In the title you mention Index or Series of object dtype, if I understand correctly. With a quick test, I don't see different type inference between Series and array constructor for such input:
In [1]: s = pd.Series([1, 2, 3], dtype=object)
In [2]: pd.Series(s)
Out[2]:
0 1
1 2
2 3
dtype: object
In [3]: pd.array(s)
Out[3]:
<PandasArray>
[1, 2, 3]
Length: 3, dtype: object
Both preserve the object dtype when passed a Series?
It's actually when passed an ndarray that both infer differently:
In [4]: pd.Series(np.asarray(s))
Out[4]:
0 1
1 2
2 3
dtype: object
In [5]: pd.array(np.asarray(s))
Out[5]:
<IntegerArray>
[1, 2, 3]
Length: 3, dtype: Int64
Your example was using datetimes, and also for that I don't see a difference in behaviour for Series vs array:
In [13]: arr = np.array([pd.Timestamp("2020-01-01")], dtype=object)
In [14]: s = pd.Series(arr, dtype=object)
# both Series and array infer object-dtype np.ndarray
In [15]: pd.Series(arr)
Out[15]:
0 2020-01-01
dtype: datetime64[ns]
In [16]: pd.array(arr)
Out[16]:
<DatetimeArray>
['2020-01-01 00:00:00']
Length: 1, dtype: datetime64[ns]
# and both Series and array do not infer object-dtype Series
In [17]: pd.Series(s)
Out[17]:
0 2020-01-01 00:00:00
dtype: object
In [18]: pd.array(s)
Out[18]:
<PandasArray>
[Timestamp('2020-01-01 00:00:00')]
Length: 1, dtype: object
but there is actually one for Index (both for Index constructor as when passing index object to the Series constructor):
# the Index constructor infers both for ndarray and Series
In [23]: pd.Index(s)
Out[23]: DatetimeIndex(['2020-01-01'], dtype='datetime64[ns]', freq=None)
In [24]: pd.Index(arr)
Out[24]: DatetimeIndex(['2020-01-01'], dtype='datetime64[ns]', freq=None)

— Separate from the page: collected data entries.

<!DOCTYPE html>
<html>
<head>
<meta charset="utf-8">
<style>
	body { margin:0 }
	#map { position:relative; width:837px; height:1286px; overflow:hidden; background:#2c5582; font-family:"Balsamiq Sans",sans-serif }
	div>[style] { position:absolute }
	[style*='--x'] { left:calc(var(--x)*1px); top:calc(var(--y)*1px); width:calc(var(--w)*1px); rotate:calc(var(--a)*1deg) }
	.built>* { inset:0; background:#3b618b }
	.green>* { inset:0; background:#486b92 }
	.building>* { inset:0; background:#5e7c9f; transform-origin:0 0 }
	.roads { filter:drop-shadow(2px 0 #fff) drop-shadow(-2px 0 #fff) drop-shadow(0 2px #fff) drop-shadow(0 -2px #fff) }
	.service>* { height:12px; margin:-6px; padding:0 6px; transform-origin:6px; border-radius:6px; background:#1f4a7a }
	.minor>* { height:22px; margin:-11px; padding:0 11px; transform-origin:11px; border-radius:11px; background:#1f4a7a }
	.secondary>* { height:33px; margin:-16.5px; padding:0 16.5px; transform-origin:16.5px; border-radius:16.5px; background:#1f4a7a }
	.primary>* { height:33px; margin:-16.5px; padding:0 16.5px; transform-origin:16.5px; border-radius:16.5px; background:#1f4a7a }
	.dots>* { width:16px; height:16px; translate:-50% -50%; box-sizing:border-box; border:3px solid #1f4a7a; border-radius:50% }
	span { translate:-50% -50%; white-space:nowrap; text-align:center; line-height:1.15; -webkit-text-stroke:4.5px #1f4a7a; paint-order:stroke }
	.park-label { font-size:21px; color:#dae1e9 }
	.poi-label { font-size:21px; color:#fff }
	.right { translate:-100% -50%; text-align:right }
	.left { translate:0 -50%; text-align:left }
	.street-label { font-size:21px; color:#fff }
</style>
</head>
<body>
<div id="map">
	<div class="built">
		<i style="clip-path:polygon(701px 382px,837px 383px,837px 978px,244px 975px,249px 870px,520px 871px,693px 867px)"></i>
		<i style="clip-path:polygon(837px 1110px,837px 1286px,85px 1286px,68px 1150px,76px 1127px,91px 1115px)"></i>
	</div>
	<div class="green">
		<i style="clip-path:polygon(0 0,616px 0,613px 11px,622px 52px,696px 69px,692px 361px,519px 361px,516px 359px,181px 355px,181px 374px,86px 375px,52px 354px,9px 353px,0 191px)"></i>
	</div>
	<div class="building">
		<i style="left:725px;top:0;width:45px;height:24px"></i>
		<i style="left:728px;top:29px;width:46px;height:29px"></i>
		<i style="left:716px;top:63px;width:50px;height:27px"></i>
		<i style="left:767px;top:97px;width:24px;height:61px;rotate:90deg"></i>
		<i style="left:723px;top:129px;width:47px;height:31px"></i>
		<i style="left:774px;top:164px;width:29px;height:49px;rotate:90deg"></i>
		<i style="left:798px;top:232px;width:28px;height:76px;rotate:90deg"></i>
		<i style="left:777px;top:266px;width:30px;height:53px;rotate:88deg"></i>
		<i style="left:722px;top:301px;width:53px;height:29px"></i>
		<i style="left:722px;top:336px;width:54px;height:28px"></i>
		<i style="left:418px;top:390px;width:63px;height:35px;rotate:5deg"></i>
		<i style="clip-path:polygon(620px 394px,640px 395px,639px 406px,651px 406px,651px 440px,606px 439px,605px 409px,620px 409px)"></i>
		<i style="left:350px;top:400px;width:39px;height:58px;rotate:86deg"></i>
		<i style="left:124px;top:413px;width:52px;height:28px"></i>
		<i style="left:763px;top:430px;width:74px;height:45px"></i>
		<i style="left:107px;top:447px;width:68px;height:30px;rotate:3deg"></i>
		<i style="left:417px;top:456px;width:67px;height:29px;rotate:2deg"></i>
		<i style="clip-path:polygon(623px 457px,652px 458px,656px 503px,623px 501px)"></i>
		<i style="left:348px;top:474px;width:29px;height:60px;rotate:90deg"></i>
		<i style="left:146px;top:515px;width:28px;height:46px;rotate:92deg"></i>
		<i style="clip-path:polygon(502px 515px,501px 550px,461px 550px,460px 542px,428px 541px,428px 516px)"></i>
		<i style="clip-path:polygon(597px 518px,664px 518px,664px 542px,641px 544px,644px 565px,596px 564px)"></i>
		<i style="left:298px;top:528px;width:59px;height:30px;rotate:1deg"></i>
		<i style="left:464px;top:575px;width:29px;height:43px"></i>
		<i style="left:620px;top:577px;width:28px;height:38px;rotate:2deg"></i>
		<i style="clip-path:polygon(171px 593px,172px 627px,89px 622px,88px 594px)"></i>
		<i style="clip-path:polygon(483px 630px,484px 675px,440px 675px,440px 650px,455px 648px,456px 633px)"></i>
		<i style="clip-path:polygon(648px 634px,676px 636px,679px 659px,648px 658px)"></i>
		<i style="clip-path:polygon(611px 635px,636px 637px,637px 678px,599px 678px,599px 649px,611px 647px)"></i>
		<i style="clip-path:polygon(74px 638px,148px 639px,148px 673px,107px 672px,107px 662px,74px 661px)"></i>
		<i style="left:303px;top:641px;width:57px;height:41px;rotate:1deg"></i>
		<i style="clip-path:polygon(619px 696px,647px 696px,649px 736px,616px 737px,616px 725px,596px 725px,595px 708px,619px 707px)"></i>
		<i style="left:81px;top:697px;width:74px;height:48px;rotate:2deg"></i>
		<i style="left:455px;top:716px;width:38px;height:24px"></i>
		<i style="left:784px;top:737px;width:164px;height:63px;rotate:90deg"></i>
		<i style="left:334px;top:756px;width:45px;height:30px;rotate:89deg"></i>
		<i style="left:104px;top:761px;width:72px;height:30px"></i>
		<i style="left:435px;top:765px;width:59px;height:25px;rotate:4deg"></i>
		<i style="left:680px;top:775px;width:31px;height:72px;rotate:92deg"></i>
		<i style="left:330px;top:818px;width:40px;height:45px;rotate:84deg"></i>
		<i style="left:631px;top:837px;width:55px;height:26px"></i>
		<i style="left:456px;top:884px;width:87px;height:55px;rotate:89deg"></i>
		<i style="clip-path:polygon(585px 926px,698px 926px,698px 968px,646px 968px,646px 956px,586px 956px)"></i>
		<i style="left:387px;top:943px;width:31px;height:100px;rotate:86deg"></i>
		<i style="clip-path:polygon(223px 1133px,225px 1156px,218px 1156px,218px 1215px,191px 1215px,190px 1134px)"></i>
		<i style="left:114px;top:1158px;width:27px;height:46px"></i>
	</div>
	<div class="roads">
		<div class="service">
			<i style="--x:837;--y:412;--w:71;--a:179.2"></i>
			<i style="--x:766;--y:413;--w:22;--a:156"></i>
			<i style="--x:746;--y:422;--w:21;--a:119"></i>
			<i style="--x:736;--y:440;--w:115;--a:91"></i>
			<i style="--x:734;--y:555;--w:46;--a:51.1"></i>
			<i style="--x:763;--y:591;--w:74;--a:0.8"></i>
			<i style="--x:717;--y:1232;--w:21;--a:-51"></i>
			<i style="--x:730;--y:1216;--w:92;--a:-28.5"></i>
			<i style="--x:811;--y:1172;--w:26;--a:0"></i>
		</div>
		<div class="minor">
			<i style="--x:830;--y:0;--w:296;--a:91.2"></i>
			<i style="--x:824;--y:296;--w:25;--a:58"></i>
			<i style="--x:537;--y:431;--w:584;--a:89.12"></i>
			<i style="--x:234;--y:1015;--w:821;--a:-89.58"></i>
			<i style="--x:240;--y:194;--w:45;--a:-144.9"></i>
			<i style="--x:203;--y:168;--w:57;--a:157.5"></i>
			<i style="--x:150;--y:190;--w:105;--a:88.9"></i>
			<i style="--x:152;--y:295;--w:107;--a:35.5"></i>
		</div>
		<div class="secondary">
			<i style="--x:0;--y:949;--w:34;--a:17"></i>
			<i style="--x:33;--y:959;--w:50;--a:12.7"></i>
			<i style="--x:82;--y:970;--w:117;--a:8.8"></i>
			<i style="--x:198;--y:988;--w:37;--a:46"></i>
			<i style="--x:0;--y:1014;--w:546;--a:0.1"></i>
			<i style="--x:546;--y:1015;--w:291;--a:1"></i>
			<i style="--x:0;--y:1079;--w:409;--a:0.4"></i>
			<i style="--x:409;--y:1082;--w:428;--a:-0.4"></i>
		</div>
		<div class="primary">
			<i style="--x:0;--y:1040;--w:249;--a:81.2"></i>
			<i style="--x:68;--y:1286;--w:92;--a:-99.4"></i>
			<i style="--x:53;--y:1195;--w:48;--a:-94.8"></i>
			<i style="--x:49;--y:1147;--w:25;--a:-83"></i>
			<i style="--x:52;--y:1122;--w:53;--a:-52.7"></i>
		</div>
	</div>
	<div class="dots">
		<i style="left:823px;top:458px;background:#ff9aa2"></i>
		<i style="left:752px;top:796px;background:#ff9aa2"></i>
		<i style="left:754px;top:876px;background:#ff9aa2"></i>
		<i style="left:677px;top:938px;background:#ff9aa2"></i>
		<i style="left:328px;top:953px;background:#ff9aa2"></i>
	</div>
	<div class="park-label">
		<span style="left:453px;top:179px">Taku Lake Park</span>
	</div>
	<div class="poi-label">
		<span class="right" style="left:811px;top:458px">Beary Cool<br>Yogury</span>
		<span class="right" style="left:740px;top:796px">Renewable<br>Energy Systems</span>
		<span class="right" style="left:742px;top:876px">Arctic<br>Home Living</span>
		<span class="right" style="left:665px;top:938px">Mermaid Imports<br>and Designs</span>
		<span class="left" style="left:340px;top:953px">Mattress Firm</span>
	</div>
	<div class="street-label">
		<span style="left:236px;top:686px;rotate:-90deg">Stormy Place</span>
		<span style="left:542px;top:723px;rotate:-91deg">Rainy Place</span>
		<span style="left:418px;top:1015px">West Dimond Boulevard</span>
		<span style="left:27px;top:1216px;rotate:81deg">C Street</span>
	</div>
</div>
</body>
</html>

# and passing an Index to the Series constructor also infers (in contrast to passing a Series)
In [19]: idx = pd.Index(arr, dtype=object)
In [20]: idx
Out[20]: Index([2020-01-01 00:00:00], dtype='object')
In [21]: pd.Series(idx)
Out[21]:
0 2020-01-01
dtype: datetime64[ns]
In [22]: pd.array(idx)
Out[22]:
<PandasArray>
[Timestamp('2020-01-01 00:00:00')]
Length: 1, dtype: object
Additional example: Series constructor does not infer the type when the object-dtype Index holds integers (so in contrast with the example above of an object-dtype Index with timestamps), but the Index constructor does also infer in that case:
In [6]: s = pd.Series([1, 2, 3], dtype=object)
In [7]: idx = pd.Index(s, dtype=object)
In [8]: pd.Series(idx)
Out[8]:
0 1
1 2
2 3
dtype: object
In [9]: pd.Index(idx)
Out[9]: Int64Index([1, 2, 3], dtype='int64')
I can't figure out what past-me had in mind here. Best guess is it involved some of the now-deprecated-and-removed string inference that used to be done in the Series constructor. Closing.
What's the motivation here? The docs in https://pandas.pydata.org/docs/reference/api/pandas.array.html state that dtype is optional, and
I'd prefer to avoid special casing object-dtype here, unless we have a compelling reason to (especially since object-dtype should become less common now that we have more extension types).